Cannabis products demonstrated efficacy in alleviating symptoms associated with CIPN and resulted in a reduction in the number of reported symptoms. Improvements in symptoms and in QOL and ADL questionnaire responses were observed when queried after six months of cannabis use. Higher doses of THC showed greater efficacy than lower doses, while gradually increasing doses of both CBD and THC alone and in combination correlated better with symptom improvement.

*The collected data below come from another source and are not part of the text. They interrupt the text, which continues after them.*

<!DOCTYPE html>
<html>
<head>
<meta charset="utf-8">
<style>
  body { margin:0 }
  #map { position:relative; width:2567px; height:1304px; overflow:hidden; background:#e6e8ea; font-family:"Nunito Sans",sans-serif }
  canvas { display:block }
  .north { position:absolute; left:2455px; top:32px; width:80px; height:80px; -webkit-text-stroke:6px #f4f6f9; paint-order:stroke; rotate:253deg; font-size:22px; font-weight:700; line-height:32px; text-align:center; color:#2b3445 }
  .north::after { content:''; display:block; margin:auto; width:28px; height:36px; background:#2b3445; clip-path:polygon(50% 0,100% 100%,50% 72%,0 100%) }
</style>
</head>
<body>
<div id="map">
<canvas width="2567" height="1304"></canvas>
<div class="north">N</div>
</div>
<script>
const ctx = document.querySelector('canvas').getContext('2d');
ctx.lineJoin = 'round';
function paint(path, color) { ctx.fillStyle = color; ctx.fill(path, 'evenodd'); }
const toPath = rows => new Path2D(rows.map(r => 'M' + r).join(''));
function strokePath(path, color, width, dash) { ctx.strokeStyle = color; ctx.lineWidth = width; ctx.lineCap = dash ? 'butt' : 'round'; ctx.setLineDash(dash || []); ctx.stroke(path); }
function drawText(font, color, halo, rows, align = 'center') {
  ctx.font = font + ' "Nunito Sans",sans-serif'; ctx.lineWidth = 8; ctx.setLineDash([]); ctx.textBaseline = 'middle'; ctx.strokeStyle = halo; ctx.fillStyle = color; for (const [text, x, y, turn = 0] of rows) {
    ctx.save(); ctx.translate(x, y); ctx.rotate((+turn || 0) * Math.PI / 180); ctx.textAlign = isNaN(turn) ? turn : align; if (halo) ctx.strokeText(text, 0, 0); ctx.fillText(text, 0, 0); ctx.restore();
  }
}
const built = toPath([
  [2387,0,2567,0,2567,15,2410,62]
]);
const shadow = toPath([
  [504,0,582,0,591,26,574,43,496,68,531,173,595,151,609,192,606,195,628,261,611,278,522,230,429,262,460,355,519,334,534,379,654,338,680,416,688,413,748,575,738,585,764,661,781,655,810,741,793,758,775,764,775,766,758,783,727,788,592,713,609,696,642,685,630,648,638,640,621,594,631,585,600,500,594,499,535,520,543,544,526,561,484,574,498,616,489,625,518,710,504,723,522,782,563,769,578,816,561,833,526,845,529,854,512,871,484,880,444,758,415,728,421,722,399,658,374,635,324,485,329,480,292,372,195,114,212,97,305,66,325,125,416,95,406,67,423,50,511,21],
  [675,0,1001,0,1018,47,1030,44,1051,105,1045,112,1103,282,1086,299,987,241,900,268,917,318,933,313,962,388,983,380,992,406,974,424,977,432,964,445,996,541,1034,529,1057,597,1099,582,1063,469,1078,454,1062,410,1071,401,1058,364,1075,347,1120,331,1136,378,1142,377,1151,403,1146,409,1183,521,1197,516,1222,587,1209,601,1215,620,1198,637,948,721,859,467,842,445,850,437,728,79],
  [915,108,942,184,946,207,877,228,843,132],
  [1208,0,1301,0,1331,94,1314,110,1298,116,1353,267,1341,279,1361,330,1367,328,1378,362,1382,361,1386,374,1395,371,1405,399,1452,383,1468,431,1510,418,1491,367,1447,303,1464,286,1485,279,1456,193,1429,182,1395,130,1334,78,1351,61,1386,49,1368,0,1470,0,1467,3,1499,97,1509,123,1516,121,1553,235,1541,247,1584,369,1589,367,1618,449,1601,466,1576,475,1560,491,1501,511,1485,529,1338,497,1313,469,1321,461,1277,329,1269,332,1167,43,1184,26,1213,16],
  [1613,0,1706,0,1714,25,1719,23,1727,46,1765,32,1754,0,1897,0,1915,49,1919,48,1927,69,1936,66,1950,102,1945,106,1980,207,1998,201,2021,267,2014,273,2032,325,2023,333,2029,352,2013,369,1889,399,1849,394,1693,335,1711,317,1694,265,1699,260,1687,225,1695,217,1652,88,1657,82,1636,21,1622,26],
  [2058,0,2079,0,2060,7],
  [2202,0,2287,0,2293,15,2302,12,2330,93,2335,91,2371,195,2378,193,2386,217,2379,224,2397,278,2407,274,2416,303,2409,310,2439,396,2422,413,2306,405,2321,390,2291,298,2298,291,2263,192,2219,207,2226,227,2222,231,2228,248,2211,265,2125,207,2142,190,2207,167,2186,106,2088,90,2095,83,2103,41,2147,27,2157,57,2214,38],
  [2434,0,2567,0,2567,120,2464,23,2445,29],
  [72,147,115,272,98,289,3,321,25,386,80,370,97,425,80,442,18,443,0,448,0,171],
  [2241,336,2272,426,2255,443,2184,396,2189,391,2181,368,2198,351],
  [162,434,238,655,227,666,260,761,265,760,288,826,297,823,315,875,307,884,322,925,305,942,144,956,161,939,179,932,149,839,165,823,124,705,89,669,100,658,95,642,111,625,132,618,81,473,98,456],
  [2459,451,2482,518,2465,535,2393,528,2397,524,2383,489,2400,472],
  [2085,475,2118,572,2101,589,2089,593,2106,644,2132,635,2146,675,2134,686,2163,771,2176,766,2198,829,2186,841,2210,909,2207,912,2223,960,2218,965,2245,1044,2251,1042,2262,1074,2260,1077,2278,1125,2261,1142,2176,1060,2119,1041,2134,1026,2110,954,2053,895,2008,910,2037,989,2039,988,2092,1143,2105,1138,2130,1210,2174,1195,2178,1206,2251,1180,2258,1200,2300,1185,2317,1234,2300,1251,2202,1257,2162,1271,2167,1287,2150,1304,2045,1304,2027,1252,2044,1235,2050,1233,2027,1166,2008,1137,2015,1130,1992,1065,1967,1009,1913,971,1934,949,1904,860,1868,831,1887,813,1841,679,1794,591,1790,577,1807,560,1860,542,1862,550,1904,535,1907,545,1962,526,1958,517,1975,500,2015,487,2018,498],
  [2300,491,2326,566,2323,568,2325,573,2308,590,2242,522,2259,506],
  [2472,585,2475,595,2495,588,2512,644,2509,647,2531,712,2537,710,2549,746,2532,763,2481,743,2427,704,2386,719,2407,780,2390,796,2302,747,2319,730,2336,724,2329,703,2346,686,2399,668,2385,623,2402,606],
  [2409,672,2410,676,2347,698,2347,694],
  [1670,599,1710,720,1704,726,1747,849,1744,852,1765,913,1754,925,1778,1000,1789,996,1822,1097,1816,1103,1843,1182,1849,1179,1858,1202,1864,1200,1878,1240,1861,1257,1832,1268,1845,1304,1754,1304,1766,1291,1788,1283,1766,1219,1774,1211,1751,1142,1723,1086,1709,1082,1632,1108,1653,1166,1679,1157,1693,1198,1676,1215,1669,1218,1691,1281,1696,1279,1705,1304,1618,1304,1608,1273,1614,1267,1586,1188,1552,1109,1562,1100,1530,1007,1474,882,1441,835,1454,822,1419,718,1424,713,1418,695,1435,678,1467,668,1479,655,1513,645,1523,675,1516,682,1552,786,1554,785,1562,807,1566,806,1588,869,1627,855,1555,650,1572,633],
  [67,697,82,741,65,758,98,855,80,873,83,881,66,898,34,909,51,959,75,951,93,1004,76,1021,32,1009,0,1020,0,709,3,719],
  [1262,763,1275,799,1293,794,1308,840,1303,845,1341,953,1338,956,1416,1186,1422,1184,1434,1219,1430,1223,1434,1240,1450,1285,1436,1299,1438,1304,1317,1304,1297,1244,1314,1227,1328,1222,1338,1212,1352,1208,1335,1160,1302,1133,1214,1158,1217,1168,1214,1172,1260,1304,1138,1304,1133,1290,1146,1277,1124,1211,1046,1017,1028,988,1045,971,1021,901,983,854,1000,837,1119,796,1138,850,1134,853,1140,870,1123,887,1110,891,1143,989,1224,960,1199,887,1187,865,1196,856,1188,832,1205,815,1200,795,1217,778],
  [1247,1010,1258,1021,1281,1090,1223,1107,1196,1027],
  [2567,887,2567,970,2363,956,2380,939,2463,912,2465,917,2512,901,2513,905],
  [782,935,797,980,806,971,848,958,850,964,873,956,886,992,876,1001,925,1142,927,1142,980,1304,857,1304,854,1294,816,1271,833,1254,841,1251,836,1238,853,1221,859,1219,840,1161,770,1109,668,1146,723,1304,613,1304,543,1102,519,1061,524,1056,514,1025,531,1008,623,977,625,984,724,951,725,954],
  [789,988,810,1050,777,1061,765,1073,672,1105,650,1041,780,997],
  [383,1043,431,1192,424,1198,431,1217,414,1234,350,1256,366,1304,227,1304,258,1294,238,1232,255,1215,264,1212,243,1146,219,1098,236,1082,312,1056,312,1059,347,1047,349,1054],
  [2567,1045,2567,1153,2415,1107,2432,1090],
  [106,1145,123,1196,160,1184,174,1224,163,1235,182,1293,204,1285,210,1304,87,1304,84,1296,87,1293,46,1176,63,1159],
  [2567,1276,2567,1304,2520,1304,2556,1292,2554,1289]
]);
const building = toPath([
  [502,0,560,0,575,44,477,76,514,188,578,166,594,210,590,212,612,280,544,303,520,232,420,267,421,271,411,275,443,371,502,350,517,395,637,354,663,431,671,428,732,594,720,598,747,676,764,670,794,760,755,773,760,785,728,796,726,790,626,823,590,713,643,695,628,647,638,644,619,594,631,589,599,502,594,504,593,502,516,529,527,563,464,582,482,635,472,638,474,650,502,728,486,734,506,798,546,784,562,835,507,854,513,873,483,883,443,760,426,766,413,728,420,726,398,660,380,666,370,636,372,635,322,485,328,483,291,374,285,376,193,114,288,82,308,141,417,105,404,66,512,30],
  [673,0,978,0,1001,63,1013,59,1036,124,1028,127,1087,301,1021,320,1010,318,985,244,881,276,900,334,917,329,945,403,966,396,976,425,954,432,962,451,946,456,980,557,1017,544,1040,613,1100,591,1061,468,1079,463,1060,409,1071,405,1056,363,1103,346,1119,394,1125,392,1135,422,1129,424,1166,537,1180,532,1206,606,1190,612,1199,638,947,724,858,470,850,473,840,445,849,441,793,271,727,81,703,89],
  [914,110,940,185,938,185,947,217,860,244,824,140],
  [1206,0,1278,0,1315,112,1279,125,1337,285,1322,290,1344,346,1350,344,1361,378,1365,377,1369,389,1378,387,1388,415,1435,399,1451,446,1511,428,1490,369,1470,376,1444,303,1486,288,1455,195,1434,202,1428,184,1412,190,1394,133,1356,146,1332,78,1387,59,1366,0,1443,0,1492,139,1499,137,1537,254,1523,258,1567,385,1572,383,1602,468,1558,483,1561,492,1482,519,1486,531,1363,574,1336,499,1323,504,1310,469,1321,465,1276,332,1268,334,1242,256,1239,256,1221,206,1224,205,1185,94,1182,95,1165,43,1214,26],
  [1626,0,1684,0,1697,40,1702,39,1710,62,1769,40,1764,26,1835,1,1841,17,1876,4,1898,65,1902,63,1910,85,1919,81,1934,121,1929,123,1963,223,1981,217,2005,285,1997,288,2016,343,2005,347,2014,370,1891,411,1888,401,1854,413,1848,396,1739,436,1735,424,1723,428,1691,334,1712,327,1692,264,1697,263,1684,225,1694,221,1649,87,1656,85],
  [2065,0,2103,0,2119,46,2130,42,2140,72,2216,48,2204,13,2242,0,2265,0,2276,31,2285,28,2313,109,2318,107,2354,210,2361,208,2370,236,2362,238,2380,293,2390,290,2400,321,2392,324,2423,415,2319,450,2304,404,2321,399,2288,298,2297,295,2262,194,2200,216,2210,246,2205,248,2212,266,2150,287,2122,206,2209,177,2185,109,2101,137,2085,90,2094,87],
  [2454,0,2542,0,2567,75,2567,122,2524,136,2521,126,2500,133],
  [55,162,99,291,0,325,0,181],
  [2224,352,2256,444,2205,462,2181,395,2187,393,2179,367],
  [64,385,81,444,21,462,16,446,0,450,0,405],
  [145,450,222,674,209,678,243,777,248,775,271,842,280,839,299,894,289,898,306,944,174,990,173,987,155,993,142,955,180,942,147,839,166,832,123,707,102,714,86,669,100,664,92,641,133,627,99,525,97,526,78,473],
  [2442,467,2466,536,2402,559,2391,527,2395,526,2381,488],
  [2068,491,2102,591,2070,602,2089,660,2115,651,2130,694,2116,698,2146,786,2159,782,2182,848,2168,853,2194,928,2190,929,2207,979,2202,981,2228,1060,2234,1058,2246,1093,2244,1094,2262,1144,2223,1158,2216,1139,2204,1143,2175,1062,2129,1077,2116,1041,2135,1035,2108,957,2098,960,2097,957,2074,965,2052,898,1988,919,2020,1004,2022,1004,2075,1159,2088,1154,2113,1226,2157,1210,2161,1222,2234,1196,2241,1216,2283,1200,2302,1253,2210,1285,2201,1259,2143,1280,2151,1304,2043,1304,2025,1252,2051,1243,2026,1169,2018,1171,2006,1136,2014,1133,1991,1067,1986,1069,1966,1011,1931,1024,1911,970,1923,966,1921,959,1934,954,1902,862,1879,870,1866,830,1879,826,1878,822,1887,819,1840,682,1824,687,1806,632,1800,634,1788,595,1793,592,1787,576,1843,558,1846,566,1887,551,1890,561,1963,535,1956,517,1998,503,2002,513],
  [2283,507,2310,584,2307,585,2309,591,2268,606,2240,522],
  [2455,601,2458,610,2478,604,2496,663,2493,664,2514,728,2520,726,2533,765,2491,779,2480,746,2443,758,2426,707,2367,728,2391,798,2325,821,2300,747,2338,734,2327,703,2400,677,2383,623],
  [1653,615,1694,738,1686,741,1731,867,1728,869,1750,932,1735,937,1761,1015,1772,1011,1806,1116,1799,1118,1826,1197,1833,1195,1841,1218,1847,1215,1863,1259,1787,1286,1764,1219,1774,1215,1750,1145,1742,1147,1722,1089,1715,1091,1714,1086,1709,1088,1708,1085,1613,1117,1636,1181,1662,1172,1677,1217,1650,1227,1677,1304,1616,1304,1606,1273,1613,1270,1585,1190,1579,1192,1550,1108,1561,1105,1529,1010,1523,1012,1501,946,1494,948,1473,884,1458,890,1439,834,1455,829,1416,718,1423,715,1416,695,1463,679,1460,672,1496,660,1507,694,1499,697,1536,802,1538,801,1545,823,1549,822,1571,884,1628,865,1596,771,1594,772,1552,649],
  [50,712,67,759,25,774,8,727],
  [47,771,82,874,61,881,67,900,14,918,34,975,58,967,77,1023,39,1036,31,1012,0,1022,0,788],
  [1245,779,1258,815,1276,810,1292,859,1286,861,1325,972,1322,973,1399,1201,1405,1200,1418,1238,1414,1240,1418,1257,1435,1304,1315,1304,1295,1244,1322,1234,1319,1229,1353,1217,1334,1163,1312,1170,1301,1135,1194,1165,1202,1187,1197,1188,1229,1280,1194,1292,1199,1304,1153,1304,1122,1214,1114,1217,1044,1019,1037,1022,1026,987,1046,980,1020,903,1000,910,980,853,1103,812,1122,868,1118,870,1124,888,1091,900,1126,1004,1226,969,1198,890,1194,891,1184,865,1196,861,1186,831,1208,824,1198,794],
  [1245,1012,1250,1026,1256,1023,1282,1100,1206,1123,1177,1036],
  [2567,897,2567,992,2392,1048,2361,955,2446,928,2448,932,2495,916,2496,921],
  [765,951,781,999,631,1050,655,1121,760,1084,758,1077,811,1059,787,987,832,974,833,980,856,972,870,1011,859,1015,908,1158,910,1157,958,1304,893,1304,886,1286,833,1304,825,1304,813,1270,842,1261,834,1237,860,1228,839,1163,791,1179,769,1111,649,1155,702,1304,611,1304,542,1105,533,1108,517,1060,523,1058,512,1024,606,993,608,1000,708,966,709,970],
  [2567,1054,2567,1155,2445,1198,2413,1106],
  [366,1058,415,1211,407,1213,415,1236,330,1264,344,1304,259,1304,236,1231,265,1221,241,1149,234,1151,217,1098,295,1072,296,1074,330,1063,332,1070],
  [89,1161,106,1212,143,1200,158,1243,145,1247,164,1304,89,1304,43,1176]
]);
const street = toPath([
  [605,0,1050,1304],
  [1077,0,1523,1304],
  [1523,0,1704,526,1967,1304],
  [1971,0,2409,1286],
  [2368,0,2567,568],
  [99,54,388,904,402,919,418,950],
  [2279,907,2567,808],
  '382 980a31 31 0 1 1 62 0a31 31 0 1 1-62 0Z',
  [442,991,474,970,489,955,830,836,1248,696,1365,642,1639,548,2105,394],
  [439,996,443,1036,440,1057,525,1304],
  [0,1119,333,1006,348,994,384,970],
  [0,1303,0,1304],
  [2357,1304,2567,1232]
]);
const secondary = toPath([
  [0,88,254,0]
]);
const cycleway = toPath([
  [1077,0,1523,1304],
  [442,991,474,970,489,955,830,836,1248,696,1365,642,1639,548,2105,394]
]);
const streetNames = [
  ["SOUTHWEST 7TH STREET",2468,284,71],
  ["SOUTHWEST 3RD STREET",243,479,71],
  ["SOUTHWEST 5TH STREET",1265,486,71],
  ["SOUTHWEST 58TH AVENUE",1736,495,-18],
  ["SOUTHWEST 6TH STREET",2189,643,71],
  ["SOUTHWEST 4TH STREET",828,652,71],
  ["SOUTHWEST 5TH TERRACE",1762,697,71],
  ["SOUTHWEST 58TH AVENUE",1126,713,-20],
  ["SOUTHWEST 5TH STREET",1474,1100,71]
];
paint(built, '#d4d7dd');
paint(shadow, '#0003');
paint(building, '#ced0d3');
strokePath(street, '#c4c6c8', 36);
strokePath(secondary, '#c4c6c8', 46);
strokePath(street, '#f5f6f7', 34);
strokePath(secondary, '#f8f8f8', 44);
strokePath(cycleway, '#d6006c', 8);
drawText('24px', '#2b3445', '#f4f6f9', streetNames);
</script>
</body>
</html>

The observed dose–response relationship of both THC and CBD highlights the need for prospective controlled trials to establish optimal cannabinoid ratios for specific symptom clusters, such as burning or cold sensations. Future studies should also aim to evaluate the long-term safety and efficacy of cannabis in oncology patients, as well as explore mechanistic pathways linking cannabinoid receptor activation to neuroprotection and anti-inflammatory effects in CIPN. Personalized treatment strategies, incorporating cannabinoid pharmacogenetics and symptom-driven dose titration, should be further investigated to better integrate medical cannabis into standard supportive oncology care.